For the opening concert of the season, the NTR ZaterdagMatinee managed to engage a big star: Lianna Haroutounian sings the title role in Fedora by Umberto Giordano.
Love of the murderer
After Andrea Chénier , Fedora is Umberto Giordano's second Romantic-Romantic opera. It has not remained so well known, possibly because of a slightly less skilled librettist, but it is an extremely lively piece. Fedora is first and foremost an exciting detective story, with the corpse of the man the title heroine was to marry a day later already in the first act. The spectator already suspects 'whodunnit', but the main actors do not know for a long time. Moreover, an impossible romance develops between this woman and the murderer. The whole story takes place against a (historical) backdrop of St. Petersburg in 1881, where the police very easily fear an attack by international 'nihilists' or secret agents in every murder.
Lively drama
At the end of the nineteenth century , the Italian composer and his librettist Arturo Collauti harked back to a play by the Frenchman Victorien Sardou, whose La Tosca also inspired Giacomo Puccini at the same time. As an eighteen-year-old student, Giordano had already tried to get permission to adapt Sardou's play into an opera, but only after the success of Andrea Chénier, almost ten years later, did he obtain the rights. The result was extremely successful for twenty years or so, but gradually the public began to associate detective stories more with the new film genre, and unfortunately the opera disappeared into the background.

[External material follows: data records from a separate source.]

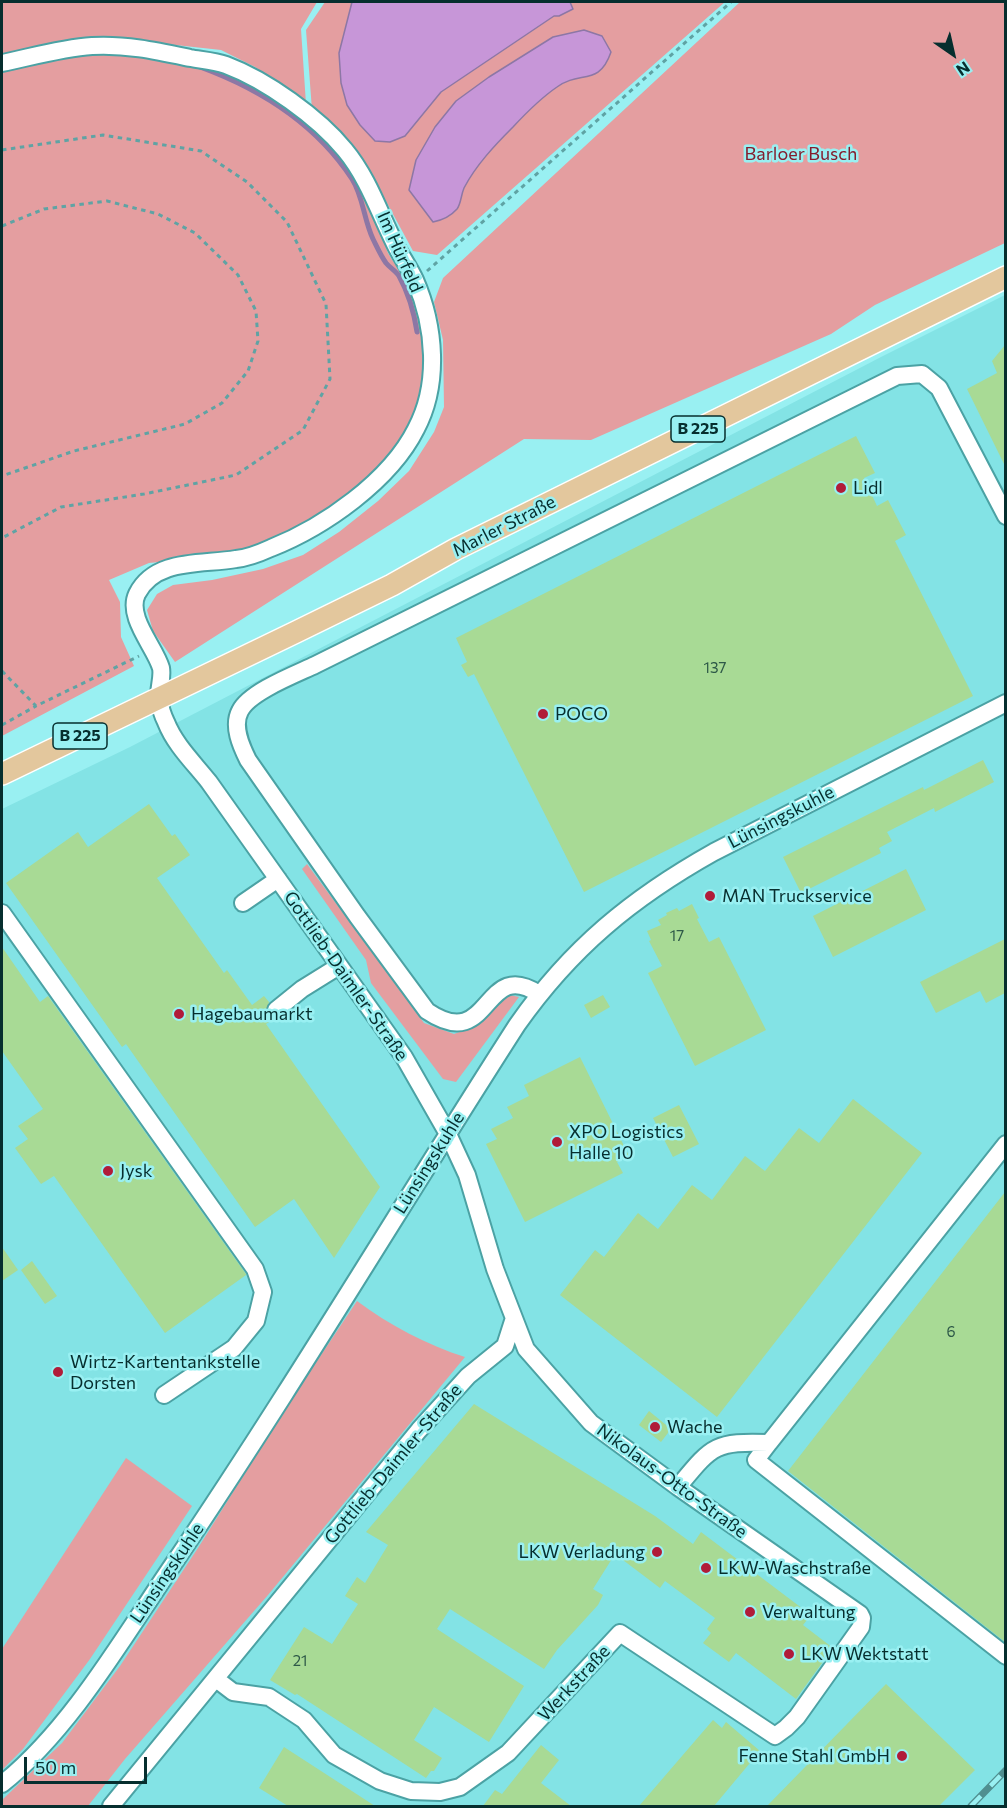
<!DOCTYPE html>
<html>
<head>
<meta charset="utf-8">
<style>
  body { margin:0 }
  #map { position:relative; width:1007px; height:1808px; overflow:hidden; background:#99f0f2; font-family:Commissioner,sans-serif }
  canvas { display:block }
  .frame { position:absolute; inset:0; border:3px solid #062e2e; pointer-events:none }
  .north { position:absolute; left:923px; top:24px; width:60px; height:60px; -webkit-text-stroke:4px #99f0f2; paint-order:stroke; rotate:146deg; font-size:16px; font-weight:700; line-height:24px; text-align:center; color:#062e2e }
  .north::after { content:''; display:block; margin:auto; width:21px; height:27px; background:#062e2e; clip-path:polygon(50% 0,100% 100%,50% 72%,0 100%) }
  .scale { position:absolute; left:24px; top:1757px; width:123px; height:27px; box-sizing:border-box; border:3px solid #062e2e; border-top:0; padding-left:8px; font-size:18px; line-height:21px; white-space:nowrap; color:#062e2e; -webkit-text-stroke:4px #99f0f2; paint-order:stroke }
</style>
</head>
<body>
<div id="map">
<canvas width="1007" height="1808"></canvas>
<div class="frame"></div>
<div class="north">N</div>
<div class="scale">50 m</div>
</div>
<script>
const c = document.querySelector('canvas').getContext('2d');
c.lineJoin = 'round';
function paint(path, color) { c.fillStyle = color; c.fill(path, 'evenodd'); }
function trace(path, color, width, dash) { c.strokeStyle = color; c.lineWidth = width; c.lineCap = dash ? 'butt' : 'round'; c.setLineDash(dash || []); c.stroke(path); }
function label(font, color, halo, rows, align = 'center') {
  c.font = font + ' Commissioner,sans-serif'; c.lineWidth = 5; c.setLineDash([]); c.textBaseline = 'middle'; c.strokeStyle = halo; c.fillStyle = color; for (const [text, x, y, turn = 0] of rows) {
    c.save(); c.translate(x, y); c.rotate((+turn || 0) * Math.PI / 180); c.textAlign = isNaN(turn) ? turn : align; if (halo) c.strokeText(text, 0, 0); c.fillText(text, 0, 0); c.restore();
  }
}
const built = new Path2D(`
  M1005,295V1806H2V809L130,747L881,357Z`);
const green = new Path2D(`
  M2,2H317L301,29L306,104L255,67L221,50L121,39H70L2,54Z
  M325,2H725L437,255L413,251L374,179L312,110L306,30Z
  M740,2H1005V243L875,305L831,334L591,440L524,439L175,662L153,631L147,610L157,594L173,585L212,580L263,569L303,555L339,532L378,501L409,471L434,432L444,407L443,340L434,302L443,278Z
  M135,50L202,64L266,94L321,136L347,168L368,199L388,253L413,292L425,345L426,389L410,433L384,467L297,532L251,551L210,557L149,563L109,580L120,602L121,637L134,666L2,736V66L80,53Z
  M307,864L424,1023L454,1034L473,1027L510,995L519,997L456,1082L443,1079L371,983L366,960L302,869Z
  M357,1301C389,1325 427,1345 465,1357L268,1595L125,1759L88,1806H2V1800L62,1743L120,1666L198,1548L287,1406Z
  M126,1458L192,1506L90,1659L23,1749L2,1770V1649Z`);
const water = new Path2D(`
  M352,2H570L573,9L559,16H554L441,92L405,136L390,142L375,141L360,125L347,105L341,83L339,53Z
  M584,30L602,36L611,52C599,87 580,70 557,87C541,98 526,113 513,127C495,145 476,165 464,188C461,195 461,204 457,209C450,217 443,220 433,222L409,190L416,160L435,127L456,101L489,77L553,37Z`);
const stream = new Path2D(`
  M200,67C260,89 316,124 352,179C363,196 364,220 373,239C377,247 381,256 386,263C390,268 396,271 399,276C409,294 414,312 417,332`);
const building = new Path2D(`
  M1005,345V466L967,389L997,373L992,361Z
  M856,436L875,473L864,478L877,506L888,500L906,535L895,541L973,696L584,892L474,674L468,677L461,665L467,662L456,638Z
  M983,760L994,782L935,812L934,808L887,832L892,841L879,848L881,853L801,893L783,857L923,787L924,790Z
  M149,804L172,836L175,834L190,855L157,878L224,973L227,970L252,1005L264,996L269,1002L266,1012L272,1020L266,1024L380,1187L334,1258L294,1199L255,1227L126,1044L122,1047L6,883L78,832L88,847Z
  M906,869L926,910L833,957L813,916Z
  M692,904L699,918L697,919L709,942L719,937L766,1030L695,1066L648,973L662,966L649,941L651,940L647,931L661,925L658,920L667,915L666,913L677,908L679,911Z
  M1005,939V993L986,1003L980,991L936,1013L920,982Z
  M2,947L40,1002L48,996L246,1274V1275L165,1333L54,1176L41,1184L15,1148L28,1139L18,1126L43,1109L2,1051Z
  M603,995L610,1007L591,1018L584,1005Z
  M580,1057L629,1156L617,1162L623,1173L525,1222L486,1144L497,1139L491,1129L513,1118L507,1107L529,1096L524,1085Z
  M853,1099L922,1153L717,1417L560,1295L595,1250L604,1257L638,1213L658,1229L692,1185L712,1200L745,1156L765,1171L799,1128L819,1143Z
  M679,1105L699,1144L673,1157L653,1118Z
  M1005,1192V1642L788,1471Z
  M2,1247L18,1270L2,1281Z
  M32,1261L57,1296L45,1304L21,1270Z
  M474,1404L655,1516L693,1544L701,1532L811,1615L803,1625L833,1648L796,1699L736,1653L729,1662L703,1643L711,1633L707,1629L715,1618L665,1581L660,1588L615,1554L593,1589L603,1595L598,1605L557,1650L544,1669L450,1609L437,1629L524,1686L489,1742L434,1707L414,1740L442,1758L434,1771H431L426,1778L297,1694L295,1695L270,1680L304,1627L332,1644L358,1604L345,1596L357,1577L365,1583L388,1545L366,1532Z
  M649,1411L671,1429L661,1442L639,1425Z
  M886,1684L975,1770L939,1806H767Z
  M713,1720L722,1728L726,1722L760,1751L714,1806H639Z
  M541,1745L559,1760L541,1783L571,1806H483L495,1790L502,1794Z
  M284,1747L375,1806H288L259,1788Z`);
const path = new Path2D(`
  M2,150L103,135L201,151L247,182L287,222L326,304L330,379L303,430L236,475L144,494L61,507L2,538
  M2,226L44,209L107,201L158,214L195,233L238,275L256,311L258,341L248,371L222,403L185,424L74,451L2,476
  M427,271L731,2
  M2,671L36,706L139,656
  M2,725L36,706`);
const minor = new Path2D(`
  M2,63C31,57 62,48 92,46C126,44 157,51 190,58C201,60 215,61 226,65C266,80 318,117 345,150C369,179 380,215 397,248C403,259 410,269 415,280C435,326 440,384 416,429C390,481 324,527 271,548C260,553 248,558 236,559C202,565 155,558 137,594C126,617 155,647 161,668C163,678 158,689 159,699C160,706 163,716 166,722C175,745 194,763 209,782L404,1057L448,1134L467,1175L495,1269L526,1349L591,1423L678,1487L860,1614L862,1618L861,1627L797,1717L786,1728L775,1736L620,1633L508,1753L460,1787L440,1792L411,1791L380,1781L334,1755L304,1720L269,1697L233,1692L216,1679
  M243,903L278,879
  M2,913L255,1269L263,1292L256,1321L234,1348L164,1395
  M539,994C482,956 492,1055 427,1011L357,916L248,760C241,746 232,726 240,711C249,692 296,674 315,665L897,376L922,374L939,388L1006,516
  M276,1010L302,989L339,966
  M769,1443L756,1460L1006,1656
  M678,1487C712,1446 714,1441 769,1443L1006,1144
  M2,1784C71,1729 124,1636 174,1563C293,1387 402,1204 517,1025C571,948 632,898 714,852L1006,703
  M111,1806L419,1430L468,1376L505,1346L514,1318`);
const major = new Path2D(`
  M2,774L296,632L392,585L456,549L1006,277`);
const rail = new Path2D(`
  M971,1806L1006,1770`);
const markers = [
  [841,488,6,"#b01c39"],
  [543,714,6,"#b01c39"],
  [710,896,6,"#b01c39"],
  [179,1014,6,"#b01c39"],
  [557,1142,6,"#b01c39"],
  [108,1171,6,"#b01c39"],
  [58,1372,6,"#b01c39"],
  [655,1427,6,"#b01c39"],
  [657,1552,6,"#b01c39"],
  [706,1568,6,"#b01c39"],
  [750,1612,6,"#b01c39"],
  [789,1654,6,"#b01c39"],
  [902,1756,6,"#b01c39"]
];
const numberNames = [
  ["137",715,668],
  ["17",677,936],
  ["6",951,1332],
  ["21",300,1661]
];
const shields = [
  [698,429,54],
  [80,736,54]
];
const shieldNames = [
  ["B 225",698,429],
  ["B 225",80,736]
];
const parkNames = [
  ["Barloer Busch",801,154]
];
const streetNames = [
  ["Im Hürfeld",400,252,66],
  ["Marler Straße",504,526,-27],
  ["Lünsingskuhle",781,817,-27],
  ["Gottlieb-Daimler-Straße",346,976,55],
  ["Lünsingskuhle",429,1163,-58],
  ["Gottlieb-Daimler-Straße",393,1464,-50],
  ["Nikolaus-Otto-Straße",672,1481,36],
  ["Lünsingskuhle",167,1573,-56],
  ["Werkstraße",574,1683,-47]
];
const poiNames = [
  ["Lidl",853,488],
  ["POCO",555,714],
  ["MAN Truckservice",722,896],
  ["Hagebaumarkt",191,1014],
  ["XPO Logistics",569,1132],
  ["Halle 10",569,1153],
  ["Jysk",120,1171],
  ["Wirtz-Kartentankstelle",70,1362],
  ["Dorsten",70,1383],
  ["Wache",667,1427],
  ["LKW Verladung",645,1552,"right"],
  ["LKW-Waschstraße",718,1568],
  ["Verwaltung",762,1612],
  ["LKW Wektstatt",801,1654],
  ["Fenne Stahl GmbH",890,1756,"right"]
];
paint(built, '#83e3e5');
paint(green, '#e49ea0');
paint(water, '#c796d8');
trace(water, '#8d77a5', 1.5);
trace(stream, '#8d77a5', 5);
paint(building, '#a8da95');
trace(minor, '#4ba2a4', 20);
trace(major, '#fff', 24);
trace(path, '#5fa3a4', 3, [4.5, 4.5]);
trace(minor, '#fff', 16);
trace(major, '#e3c79d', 21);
trace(rail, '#508f90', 7);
trace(rail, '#99f0f2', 4.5, [14]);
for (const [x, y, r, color] of markers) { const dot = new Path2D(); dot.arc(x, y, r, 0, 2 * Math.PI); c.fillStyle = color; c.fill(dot); trace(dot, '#99f0f2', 2); }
label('15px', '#2e5948', null, numberNames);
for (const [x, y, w] of shields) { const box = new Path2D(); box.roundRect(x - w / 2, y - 13, w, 26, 4.5); c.fillStyle = '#99f0f2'; c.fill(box); trace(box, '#062e2e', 1.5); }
label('bold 16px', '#062e2e', null, shieldNames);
label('18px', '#841d2d', '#99f0f2', parkNames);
label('18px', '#062e2e', '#99f0f2', streetNames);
label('18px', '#062e2e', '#99f0f2', poiNames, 'left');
</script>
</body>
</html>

Giordano switches quickly between many different style registers: parlando, lyricism and the typical parlar forte, which gives the conversations a very natural, 'realistic' flow. Remarkable, and at the same time typical of Giordano's dramaturgy, is the refined way in which the superficial activities of the bored 'beau monde' form a wry contrast with the intense, closely fought love affairs of Fedora and Count Loris Ipanov. The local colour is also exceptional, with the story taking place in St. Petersburg for two acts, and then in Switzerland; and there are nice supporting roles for a Polish pianist (who does not sing) - the 'artistic heir of Chopin' - and the flirtatious Olga. In the second act, Fedora and Loris can finally be alone and give free rein to their passion. This love duet is undeniably the heart of the opera.
Opera for great singers
Giordano had no few singers at his disposal for the premiere. Gemma Bellincioni (known from the premiere of Mascagni's Cavelleria rusticana) was played as Fedora by the still young Enrico Caruso as Loris. Our casting consultant Christian Carlstedt on the cast: "For Fedora you need a powerful soprano. Lianna Haroutounian was happy to expand her repertoire with this rarely sung role." And as her opposite Count Loris he chose Italian tenor Luciano Ganci.
A year ago, opera connoisseur and Matinee enthusiast Basia Jaworski collected a few special recordings on her website.
The Ghent opera lover Gilbert Antheunis also admires Giordano's Fedora, it appears.